Osher Günsberg Traded Roses For Climate Smackdowns On Last Night’s ‘Q&A’

Before I began the morning shift here at PEDESTRIAN.TV, I spent countless late nights watching Q&A and The Bachelor. Every week, I would immerse myself in catty squabbles and backstabbing, wonder why anyone would broadcast such a spiritually damaging show, and then I’d wait for Bachie to air couple of days later.

Imagine my surprise when I discovered Osher Günsberg not only appeared on last night’s Q&A, but brought his Bachie-hosting charisma with him to plead for action on climate change. The final rose was always gonna be for him, I guess.

In a series of slick responses and interjections, Osher called for the implementation of renewable power sources, a commitment to further emission reduction targets, and even the proliferation of vegan groceries.

When pressed on the Federal Government’s ongoing commitment to coal-fired power stations, the fella said “if those people were selling us mobile phones, they’d be going ‘No, no, no, the Nokia 3210 is the only phone you’re ever gonna need.’
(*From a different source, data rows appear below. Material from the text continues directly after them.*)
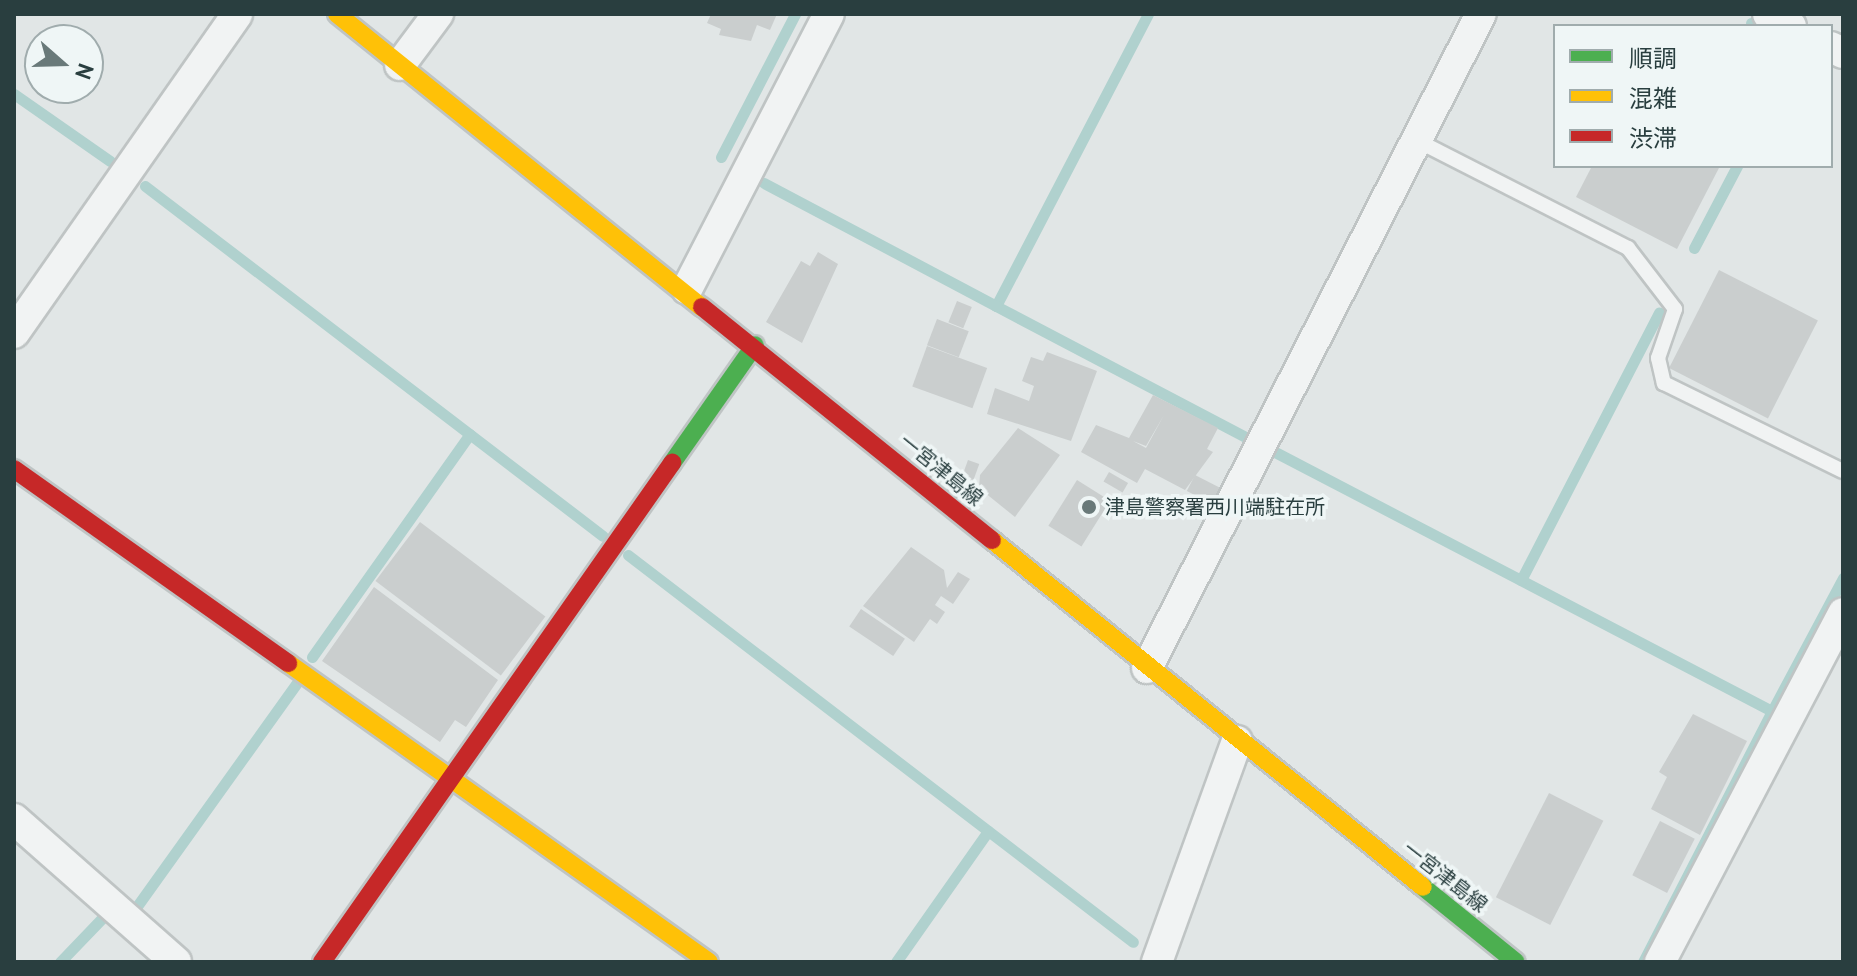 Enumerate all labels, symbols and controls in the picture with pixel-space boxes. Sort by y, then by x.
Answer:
north arrow [24,24,104,104]
legend [1553,24,1833,168]
text: 順調 [1629,43,1677,74]
text: N [69,60,100,83]
text: 混雑 [1629,83,1677,114]
text: 渋滞 [1629,123,1677,154]
street label: 一宮津島線 [895,429,987,511]
place label: 津島警察署西川端駐在所 [1105,495,1325,519]
marker: 津島警察署西川端駐在所 [1080,498,1098,516]
street label: 一宮津島線 [1398,837,1492,917]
“I’m telling you that we are, as a country exporting coal, we are Nokia with a 3210 trying to think people will only ever want to play Snake forever, and the iPhone is coming.”

The guy then dipped into his personal experiences to combat Prime Minister Scott Morrison‘s assertion we can use Kyoto carryover credits to whittle down our carbon emission tally.

Rebutting Business Council of Australia President Jennifer Westacott, Osher said “Trying to say the Kyoto credits work is like… this is my second marriage I’m in, it’s like saying to my current wife ‘Honey, I did heaps of dishes in my first marriage, I don’t need to do dishes in this one.’”

Osher, a noted vegan, even made the case for the new line of plant-based Drumsticks, saying the market might push for vegan alternatives before any sort of climate-minded controls on the dairy and meat industries are put into effect.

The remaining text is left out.